En théorie l'idée du prélèvement à la source peut séduire : ce serait plus simple, plus efficace et le contribuable saurait exactement ce qu'il gagne et ce qu'il peut dépenser en recevant son bulletin de salaire. Sauf que la Cour des Comptes a émis l'année dernière de nombreux doutes. Elle estime même qu'un tel basculement ne se justifie pas et ce alors que tous les pays développés exceptés la Suisse et Singapour prélèvent l'impôt à la source.

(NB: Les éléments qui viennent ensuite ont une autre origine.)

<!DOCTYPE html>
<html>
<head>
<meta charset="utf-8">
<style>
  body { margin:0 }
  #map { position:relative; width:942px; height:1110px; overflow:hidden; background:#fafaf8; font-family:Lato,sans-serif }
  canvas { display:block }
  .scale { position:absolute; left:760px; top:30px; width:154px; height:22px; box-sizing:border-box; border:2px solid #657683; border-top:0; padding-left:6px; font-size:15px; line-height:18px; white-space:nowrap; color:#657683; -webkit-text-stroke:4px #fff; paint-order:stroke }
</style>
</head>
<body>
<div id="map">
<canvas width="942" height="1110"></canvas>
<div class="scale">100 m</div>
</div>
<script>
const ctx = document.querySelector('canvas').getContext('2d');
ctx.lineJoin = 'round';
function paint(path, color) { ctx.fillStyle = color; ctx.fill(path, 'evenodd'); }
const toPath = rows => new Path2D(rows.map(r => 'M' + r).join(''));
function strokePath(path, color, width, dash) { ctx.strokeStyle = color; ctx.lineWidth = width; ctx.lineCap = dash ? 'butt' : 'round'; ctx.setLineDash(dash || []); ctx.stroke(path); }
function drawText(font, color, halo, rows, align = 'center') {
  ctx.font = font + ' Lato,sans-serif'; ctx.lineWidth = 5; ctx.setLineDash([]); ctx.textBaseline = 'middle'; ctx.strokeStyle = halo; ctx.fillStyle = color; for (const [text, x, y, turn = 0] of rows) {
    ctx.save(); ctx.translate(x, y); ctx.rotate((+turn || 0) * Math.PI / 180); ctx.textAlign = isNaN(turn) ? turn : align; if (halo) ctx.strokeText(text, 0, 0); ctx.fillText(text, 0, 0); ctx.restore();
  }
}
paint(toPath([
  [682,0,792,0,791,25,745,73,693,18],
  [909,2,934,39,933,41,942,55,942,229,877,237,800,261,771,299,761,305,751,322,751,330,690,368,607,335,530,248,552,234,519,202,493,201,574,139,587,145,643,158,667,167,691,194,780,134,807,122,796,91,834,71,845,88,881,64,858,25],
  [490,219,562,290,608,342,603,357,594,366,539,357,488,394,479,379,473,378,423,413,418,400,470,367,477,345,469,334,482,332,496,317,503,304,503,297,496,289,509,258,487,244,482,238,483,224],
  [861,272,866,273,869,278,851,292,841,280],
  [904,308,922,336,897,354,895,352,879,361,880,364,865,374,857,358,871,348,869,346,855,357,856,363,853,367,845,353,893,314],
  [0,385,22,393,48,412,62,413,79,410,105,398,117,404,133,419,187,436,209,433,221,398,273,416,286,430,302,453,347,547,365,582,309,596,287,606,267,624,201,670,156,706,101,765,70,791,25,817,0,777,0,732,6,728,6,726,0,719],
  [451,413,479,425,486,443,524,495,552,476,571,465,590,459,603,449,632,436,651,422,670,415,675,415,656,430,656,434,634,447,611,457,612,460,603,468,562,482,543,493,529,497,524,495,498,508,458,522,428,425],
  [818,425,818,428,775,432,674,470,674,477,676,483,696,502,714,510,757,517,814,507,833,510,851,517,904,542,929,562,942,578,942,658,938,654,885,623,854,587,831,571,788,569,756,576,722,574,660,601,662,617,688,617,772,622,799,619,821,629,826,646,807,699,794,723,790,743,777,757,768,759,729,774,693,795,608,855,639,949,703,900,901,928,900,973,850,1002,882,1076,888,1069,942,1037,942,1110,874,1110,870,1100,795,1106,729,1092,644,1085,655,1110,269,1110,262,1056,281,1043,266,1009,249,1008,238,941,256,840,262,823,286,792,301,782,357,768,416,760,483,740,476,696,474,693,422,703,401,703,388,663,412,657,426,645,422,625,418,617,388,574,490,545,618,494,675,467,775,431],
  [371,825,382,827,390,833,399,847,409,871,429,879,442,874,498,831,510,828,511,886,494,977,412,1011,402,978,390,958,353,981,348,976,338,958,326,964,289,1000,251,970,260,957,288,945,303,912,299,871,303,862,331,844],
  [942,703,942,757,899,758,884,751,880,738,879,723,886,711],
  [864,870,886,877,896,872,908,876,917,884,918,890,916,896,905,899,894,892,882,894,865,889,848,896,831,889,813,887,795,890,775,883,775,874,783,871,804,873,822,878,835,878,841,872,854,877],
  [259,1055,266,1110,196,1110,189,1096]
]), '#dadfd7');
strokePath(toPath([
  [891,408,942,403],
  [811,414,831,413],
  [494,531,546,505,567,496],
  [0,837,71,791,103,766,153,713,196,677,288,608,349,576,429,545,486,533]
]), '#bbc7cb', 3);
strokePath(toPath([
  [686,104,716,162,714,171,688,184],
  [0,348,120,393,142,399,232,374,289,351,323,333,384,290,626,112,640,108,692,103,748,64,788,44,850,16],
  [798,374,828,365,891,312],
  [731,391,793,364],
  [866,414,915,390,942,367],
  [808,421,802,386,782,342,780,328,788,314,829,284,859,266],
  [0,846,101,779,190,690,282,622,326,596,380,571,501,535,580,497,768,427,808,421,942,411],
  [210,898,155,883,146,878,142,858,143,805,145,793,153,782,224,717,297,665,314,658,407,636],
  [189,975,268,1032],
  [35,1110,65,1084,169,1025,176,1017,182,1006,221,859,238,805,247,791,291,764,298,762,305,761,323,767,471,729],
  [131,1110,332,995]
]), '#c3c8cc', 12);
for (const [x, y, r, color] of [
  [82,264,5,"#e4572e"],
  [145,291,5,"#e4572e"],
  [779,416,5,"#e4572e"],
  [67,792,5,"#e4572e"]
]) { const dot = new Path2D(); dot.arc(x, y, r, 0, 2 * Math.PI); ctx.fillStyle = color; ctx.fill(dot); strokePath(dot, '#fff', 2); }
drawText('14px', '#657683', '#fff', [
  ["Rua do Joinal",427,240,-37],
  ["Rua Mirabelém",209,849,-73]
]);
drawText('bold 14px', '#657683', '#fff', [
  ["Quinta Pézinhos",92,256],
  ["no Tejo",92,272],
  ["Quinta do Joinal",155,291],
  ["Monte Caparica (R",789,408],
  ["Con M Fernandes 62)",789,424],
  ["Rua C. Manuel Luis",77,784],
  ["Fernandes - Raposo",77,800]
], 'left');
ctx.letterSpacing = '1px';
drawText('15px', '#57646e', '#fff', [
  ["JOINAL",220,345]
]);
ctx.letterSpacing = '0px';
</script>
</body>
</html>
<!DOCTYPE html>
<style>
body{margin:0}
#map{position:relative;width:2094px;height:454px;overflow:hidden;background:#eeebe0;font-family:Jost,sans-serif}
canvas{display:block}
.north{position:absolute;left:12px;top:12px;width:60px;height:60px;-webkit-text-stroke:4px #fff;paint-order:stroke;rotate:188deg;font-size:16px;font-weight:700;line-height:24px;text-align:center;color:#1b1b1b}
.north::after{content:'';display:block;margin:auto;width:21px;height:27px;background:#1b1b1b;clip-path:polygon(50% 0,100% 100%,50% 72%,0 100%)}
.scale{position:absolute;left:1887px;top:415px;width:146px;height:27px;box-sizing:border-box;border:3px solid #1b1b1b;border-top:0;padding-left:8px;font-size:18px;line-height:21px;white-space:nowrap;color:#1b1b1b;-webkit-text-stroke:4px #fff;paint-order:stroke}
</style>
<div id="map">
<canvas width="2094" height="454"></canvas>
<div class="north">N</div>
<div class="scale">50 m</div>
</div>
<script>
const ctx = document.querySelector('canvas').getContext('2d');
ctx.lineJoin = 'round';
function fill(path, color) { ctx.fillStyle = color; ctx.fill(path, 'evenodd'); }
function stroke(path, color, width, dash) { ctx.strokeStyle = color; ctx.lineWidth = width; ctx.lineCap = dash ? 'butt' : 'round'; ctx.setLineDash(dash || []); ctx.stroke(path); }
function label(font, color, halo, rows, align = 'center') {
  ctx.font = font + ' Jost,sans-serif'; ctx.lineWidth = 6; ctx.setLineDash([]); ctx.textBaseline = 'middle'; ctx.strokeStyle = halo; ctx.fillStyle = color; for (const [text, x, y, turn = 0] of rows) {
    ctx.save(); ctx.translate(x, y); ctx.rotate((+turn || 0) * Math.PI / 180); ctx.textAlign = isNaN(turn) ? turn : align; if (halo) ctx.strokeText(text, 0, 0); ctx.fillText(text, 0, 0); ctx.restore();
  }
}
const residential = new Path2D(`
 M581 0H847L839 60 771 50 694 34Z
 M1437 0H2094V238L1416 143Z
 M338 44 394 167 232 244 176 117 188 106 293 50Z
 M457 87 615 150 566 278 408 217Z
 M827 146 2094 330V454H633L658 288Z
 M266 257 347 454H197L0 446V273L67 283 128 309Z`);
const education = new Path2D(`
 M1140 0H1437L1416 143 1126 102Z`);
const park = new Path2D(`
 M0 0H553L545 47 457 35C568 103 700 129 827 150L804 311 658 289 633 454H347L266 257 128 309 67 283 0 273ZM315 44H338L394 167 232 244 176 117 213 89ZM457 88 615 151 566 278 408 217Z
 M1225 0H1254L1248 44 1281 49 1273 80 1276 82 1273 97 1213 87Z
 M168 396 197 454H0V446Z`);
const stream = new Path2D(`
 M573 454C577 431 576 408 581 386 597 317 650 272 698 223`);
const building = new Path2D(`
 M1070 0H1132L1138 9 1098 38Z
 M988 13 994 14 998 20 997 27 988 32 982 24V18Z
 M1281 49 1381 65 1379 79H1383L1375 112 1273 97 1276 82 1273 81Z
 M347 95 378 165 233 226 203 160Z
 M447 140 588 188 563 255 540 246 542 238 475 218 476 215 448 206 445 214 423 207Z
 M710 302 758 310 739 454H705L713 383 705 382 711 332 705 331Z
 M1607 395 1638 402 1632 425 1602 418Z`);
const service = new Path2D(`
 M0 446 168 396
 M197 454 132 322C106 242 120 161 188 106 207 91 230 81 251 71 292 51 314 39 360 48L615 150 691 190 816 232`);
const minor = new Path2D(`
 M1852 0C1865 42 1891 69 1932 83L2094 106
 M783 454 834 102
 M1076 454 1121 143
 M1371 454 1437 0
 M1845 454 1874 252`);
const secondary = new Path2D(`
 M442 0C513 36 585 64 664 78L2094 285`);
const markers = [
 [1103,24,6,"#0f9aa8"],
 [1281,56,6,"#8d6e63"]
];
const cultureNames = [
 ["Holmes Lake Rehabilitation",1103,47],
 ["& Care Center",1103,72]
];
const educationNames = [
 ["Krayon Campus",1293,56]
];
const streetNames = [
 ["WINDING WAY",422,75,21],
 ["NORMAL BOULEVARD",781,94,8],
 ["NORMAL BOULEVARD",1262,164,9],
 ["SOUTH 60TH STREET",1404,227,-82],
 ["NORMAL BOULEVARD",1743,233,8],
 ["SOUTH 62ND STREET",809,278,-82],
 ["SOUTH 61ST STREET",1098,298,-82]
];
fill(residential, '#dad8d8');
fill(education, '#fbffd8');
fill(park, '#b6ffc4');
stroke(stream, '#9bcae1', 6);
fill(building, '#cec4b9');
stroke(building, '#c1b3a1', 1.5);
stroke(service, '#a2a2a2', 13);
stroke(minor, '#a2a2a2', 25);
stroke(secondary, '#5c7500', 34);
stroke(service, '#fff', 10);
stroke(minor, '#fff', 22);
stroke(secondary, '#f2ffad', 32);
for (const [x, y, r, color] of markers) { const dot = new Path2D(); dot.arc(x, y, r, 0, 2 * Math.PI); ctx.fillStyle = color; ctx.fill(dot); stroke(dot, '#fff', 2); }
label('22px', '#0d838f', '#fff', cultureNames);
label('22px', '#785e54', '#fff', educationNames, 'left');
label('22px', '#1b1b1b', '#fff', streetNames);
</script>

La Cour des comptes explique d'abord que le contribuable devra continuer à remplir sa déclaration de revenus pour que soit pris en compte sa situation familiale, ses autres revenus que le salaire, que soient prises en compte aussi les niches fiscales qui ne disparaitraient pas du jour au lendemain.

Autre interrogation de la Cour : si l'impôt est désormais retenu à la source, ce serait sans doute à l'employeur sur le bulletin de paie de collecter cet impôt, l'employeur qui aurait alors accès à de nombreuses informations personnelles de son salarié - les revenus de son conjoint notamment-.

Le seul avantage incontestable d'une retenue à la source serait de payer son impôt en temps réel, sans décalage d'un an, et ainsi éviter les mauvaises surprises si les revenus diminuent.